问题
I'm trying to set a variable with a dynamic name. This means the name for my new variable comes from another variable:
<#-- in real world I wouldn't declare this variables right here -
they would come from somewhere else -->
<#assign varName = "myVarName"/>
<#assign varValue = "myVarValue/>
<#... set the variable .../>
So that the value can be referenced as follows:
${myVarName} <#-- prints "myVarValue" -->
In a Java directive I would use
Environment#setVariable(String name, TemplateModel model)
to achieve this. But is there a possibility to achieve this with Freemarker directly?
回答1:
There's no directive that assigns to a variable that has a dynamic name. But here's a hack to achieve that:
<@'<#assign ${varName} = varValue>'?interpret />
This isn't terribly fast though.

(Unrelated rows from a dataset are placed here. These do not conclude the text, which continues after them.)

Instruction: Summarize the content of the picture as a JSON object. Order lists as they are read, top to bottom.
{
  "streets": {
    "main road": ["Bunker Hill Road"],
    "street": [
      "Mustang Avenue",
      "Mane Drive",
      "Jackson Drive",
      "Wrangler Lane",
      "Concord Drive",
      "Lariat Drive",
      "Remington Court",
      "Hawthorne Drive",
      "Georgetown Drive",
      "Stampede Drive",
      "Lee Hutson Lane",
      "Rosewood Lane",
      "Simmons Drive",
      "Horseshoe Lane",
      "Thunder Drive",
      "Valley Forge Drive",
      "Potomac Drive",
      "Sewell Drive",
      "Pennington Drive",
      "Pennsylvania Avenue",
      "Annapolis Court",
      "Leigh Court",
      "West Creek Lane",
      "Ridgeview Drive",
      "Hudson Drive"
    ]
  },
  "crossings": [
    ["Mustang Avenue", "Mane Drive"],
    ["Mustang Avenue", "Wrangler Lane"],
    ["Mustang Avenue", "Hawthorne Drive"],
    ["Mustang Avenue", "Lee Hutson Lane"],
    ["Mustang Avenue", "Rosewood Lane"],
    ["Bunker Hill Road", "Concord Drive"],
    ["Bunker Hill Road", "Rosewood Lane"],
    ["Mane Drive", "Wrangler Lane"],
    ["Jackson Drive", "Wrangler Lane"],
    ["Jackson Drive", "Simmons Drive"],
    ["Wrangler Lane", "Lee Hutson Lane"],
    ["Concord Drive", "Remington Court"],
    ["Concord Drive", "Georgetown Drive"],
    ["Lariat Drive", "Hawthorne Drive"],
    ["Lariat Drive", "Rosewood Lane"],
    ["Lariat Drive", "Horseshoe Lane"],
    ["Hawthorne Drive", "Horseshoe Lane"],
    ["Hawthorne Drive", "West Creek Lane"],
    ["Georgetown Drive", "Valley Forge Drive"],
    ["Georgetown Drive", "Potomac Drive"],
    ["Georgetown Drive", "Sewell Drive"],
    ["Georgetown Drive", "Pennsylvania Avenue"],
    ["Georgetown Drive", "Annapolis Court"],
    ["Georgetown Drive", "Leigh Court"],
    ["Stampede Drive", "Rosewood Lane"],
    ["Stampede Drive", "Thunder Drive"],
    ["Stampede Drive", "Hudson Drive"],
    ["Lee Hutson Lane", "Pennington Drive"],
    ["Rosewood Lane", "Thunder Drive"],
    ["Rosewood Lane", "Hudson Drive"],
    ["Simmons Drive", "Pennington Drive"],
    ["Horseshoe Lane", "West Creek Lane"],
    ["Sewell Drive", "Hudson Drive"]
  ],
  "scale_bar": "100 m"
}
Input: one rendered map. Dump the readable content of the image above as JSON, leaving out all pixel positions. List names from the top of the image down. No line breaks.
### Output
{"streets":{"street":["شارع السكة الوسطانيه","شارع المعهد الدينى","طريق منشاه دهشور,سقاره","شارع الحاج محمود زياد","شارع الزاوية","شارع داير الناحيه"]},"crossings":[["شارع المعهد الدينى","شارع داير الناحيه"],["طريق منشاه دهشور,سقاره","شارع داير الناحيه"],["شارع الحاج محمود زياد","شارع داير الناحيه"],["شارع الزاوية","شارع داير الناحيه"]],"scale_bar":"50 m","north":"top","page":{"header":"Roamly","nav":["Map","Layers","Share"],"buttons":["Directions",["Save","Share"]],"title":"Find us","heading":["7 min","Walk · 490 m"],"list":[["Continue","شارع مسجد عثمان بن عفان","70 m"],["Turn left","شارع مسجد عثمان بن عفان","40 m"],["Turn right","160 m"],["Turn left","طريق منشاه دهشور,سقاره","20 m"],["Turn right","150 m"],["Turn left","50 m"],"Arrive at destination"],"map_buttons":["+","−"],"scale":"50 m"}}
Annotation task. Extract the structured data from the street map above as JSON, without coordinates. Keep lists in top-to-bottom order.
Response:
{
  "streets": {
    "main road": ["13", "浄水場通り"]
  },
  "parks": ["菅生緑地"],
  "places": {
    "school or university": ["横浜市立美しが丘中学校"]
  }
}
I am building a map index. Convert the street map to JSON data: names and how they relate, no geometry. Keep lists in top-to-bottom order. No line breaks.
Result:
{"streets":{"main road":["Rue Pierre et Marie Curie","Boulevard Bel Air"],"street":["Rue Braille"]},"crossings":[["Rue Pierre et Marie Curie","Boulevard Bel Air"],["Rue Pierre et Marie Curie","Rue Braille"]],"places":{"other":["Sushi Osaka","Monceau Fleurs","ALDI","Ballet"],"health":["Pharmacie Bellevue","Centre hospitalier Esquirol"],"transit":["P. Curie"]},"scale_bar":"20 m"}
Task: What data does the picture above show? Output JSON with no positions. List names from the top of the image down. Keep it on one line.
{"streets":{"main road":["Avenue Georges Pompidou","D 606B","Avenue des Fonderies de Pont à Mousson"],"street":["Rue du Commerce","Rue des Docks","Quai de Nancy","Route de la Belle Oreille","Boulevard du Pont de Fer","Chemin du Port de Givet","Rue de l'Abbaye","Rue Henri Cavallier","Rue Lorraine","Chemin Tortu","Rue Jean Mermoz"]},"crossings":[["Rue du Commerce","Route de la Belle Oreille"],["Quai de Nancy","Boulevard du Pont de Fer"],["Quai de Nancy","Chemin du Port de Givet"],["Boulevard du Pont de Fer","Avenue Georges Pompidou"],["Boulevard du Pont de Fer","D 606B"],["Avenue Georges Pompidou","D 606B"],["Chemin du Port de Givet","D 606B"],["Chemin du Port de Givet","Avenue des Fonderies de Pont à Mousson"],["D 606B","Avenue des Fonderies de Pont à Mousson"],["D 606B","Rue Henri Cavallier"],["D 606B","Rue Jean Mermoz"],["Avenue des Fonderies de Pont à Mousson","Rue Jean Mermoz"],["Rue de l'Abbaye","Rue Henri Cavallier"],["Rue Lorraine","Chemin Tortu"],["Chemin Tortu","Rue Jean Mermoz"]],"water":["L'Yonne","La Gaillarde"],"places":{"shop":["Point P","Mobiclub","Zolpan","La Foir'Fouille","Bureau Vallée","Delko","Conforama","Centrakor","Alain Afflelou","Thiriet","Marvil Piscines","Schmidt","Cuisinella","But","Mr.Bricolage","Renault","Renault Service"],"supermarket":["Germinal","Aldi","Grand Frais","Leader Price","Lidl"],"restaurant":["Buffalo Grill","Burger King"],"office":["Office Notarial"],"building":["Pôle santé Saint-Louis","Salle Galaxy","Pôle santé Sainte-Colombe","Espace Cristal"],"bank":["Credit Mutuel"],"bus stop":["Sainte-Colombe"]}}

It involves FTL parsing each time it's evaluated.
回答2:
I had a similar problem and Special Variable Reference page helped me:
vars: Expression .vars.foo returns the same variable as expression foo. It's useful if for some reasons you have to use square bracket syntax, since that works only for hash sub variables, so you need an artificial parent hash. For example, to read a top-level variable that has a strange name that would confuse FreeMarker, you can write .vars["A strange name!"]. Or, to access a top-level variable with dynamic name given with variable varName you can write .vars[varName]. Note that the hash returned by .vars does not support ?keys and ?values.
In my case I had to use only strings in my model. I had a bunch of names like Name1, Name2, ... Name10. To make a table of these names I used this code:
<#list 1..10 as x>
<#if .vars["Name" + x]??>
<tr>
<td align="center">${.vars["Name" + x]}</td>
</tr>
</#if>
</#list>
回答3:
Use a hash. That is, use the name of the variable as the key of the hash.
回答4:
I guess you can do it like this:
${myVarName?eval} <#-- prints "myVarValue" -->
I found the answer from here, and it works to me.